Search & Destroy: The Complete Archive (Edited by V Vale, Cecily Chen and Mitch Anzuoni)
Release: January 20
V Vale started Search and Destroy, a punk zine in San Francisco in 1977, after getting a $100 loan from poets Allen Ginsberg and Lawrence Ferlinghetti. For two years, this seminal publication captured the essence of the burgeoning punk rock and new wave music scenes of the time. Now, the complete archives of Search and Destroy are available in the form of a book that—through violent punk photography, interviews with people like William S Burrroughs, the Dead Kennedys, Throbbing Gristle, Suicide, and other archival material—capture the essence of this important scene that we can trace a straight line to when we look at rock music today. Such endeavours, in fact, become even more important at a time when cultural publications are under constant threat, ceasing to exist in a changing media landscape or being wrecked by corporate interference.
We, the People of India: Decoding a Nation’s Symbols by TM Krishna
Release: January 27
Celebrated Carnatic musician TM Krishna, known as well for his progressive writing and views on society, pens this tribute to Indian democratic values. Here, he writes about the specific symbols that became essential to shaping India’s identity as a Republic: the flag, the anthem, the emblem, the motto, the Preamble. He explores the historical and cultural connotations behind each of these founding principles, and how they came to life, in what is at heart a homage to constitutionalism and representation in Indian democracy.
After the Flood: Inside Bob Dylan’s Memory Palace by Robert Polito
Release: January 27
What was Bob Dylan up to in the middle stretch of his career? Not the peaks of the ’60s and beyond, when he sort of disappeared and released music that was widely panned. But the next 30 years, from the 1990s? Poet and biographer Robert Polito tackles this stretch of Dylan’s career in After the Flood. Via extensive archival research, examination of his films, albums, lyrics (published and unpublished), liner notes, and other material, Polito presents the musical and political journey of Bob Dylan through this period as a figure of creative resistance and evolution.

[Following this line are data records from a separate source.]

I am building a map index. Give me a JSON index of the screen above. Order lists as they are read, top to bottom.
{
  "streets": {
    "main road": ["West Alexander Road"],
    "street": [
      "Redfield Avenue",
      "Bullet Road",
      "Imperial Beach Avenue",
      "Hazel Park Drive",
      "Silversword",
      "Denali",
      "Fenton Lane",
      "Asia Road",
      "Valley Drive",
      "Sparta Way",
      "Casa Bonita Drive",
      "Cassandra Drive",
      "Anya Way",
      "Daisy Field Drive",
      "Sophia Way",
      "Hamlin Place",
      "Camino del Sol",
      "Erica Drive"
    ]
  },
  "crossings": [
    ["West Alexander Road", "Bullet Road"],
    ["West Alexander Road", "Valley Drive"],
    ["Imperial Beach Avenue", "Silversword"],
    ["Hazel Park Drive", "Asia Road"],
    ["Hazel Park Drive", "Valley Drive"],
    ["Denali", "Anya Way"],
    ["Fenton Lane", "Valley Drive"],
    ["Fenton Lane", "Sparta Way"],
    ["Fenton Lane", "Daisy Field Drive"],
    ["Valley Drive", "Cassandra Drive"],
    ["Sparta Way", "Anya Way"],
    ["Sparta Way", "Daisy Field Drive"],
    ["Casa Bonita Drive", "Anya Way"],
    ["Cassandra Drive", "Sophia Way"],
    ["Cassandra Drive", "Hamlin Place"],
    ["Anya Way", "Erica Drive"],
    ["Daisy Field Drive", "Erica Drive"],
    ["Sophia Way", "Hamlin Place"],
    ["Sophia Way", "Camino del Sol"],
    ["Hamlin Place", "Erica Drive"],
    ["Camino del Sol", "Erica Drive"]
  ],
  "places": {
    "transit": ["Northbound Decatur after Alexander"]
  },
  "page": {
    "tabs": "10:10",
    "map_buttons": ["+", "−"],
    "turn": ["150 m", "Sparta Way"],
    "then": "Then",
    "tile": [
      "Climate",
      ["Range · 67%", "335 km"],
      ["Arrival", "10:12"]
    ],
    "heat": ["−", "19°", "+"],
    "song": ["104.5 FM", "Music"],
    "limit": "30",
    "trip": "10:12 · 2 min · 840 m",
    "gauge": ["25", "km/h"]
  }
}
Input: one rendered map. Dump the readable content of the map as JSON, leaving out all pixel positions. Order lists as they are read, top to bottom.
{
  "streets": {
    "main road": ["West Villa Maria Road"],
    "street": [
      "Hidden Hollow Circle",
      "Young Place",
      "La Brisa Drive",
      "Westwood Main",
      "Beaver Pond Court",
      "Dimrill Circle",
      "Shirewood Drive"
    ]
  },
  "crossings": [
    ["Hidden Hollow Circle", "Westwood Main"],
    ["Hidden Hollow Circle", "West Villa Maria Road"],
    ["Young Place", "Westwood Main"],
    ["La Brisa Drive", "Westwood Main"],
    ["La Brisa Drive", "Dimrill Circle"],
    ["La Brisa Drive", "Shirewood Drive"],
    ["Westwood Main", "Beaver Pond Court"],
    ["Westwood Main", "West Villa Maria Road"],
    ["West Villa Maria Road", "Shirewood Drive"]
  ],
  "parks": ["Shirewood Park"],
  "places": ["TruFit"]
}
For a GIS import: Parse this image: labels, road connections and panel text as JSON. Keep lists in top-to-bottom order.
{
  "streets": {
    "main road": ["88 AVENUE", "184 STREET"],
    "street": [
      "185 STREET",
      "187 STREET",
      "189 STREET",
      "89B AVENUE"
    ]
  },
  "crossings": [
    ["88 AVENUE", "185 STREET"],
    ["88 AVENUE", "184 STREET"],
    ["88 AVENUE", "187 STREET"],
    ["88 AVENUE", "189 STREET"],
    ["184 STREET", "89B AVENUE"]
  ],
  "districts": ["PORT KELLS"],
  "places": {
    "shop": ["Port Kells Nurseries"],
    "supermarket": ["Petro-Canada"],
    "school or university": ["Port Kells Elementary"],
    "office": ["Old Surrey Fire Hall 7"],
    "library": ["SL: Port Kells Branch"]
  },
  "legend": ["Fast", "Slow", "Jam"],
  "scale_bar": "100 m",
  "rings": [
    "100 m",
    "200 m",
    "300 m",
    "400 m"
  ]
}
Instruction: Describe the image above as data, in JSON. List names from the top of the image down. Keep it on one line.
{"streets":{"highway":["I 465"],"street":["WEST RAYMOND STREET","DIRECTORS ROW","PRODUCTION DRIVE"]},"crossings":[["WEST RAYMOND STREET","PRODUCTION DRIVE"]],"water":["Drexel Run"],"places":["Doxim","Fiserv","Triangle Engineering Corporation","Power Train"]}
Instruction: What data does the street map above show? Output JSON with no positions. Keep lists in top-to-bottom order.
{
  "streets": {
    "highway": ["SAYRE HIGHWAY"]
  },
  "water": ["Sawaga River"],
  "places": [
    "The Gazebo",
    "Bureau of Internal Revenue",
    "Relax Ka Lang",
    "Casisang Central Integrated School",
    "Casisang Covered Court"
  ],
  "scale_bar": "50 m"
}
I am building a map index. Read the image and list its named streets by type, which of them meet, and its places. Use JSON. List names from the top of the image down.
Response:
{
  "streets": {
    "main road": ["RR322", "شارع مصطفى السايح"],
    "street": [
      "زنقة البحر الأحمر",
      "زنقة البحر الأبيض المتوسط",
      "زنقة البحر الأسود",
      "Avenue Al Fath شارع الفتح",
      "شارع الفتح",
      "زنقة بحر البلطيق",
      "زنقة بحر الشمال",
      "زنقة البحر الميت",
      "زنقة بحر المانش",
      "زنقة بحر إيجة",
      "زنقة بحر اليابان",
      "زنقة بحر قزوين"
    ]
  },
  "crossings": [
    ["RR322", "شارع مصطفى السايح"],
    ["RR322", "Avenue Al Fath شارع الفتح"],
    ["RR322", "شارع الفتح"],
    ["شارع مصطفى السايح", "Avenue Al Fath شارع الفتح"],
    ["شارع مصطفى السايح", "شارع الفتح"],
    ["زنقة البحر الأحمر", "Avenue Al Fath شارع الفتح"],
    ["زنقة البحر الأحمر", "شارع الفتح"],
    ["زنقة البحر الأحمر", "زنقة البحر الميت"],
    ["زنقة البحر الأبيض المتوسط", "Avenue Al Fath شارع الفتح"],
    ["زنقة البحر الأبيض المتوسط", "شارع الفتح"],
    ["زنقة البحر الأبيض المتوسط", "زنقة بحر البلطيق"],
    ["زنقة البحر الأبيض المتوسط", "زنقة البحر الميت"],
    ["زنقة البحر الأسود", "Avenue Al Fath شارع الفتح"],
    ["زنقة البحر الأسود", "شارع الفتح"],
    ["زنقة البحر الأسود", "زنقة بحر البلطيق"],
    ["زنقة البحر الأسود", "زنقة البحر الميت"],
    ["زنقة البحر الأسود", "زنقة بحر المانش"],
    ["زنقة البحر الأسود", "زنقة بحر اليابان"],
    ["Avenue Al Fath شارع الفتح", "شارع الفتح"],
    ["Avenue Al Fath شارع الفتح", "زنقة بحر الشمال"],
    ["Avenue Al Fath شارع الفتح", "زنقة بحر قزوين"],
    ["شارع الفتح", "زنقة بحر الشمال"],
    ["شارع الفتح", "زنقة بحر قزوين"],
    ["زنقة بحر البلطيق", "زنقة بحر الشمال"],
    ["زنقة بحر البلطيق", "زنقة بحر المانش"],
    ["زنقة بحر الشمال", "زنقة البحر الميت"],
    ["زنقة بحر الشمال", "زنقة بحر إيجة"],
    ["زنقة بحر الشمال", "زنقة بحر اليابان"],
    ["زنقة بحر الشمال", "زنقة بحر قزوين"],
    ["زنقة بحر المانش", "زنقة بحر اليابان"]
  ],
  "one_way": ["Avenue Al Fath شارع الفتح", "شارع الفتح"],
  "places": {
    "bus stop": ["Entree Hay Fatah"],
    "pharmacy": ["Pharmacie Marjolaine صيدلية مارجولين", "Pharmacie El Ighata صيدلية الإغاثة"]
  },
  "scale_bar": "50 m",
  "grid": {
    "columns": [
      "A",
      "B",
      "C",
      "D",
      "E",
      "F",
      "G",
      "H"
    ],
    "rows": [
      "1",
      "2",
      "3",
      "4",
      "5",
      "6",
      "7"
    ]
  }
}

Bonfire of the Murdochs by Gabriel Sherman
Release: February 3
One for the fans of Succession: Bonfire of the Murdochs looks at the controversial Murdoch family—with the patriarch pitting his four children against each other—before heading into the story of the Murdoch empire. From its early beginnings as an Australian paper through to its current position as right wing behemoth, the Murdoch saga is full of salacious gossip and infighting and intrigue. With big money comes big drama. And what better way to experience it than in immersive longform nonfiction?
Language as Liberation by Toni Morrison
Release: February 3
The late great Toni Morrison deliberates on the politics of language in this posthumous collection of her lectures, delivered during her time as professor at Princeton University. She confronts the underlying themes of race and Black characters in the greatest works in American literature, to bring to light their role in creating America’s attitudes around racial identities and fears and anxieties.
A Hymn to Life by Gisèle Pelicot
Release: February 17
Shame has to change sides. Gisèle Pelicot, in 2020, discovered that her husband had been drugging her and inviting men to sexually assault her for nearly a decade—this horrifying case sent shockwaves across the world. In this new memoir, she reckons with the horrors of her past and reclaims her voice, offering a rallying cry of hope and defiance.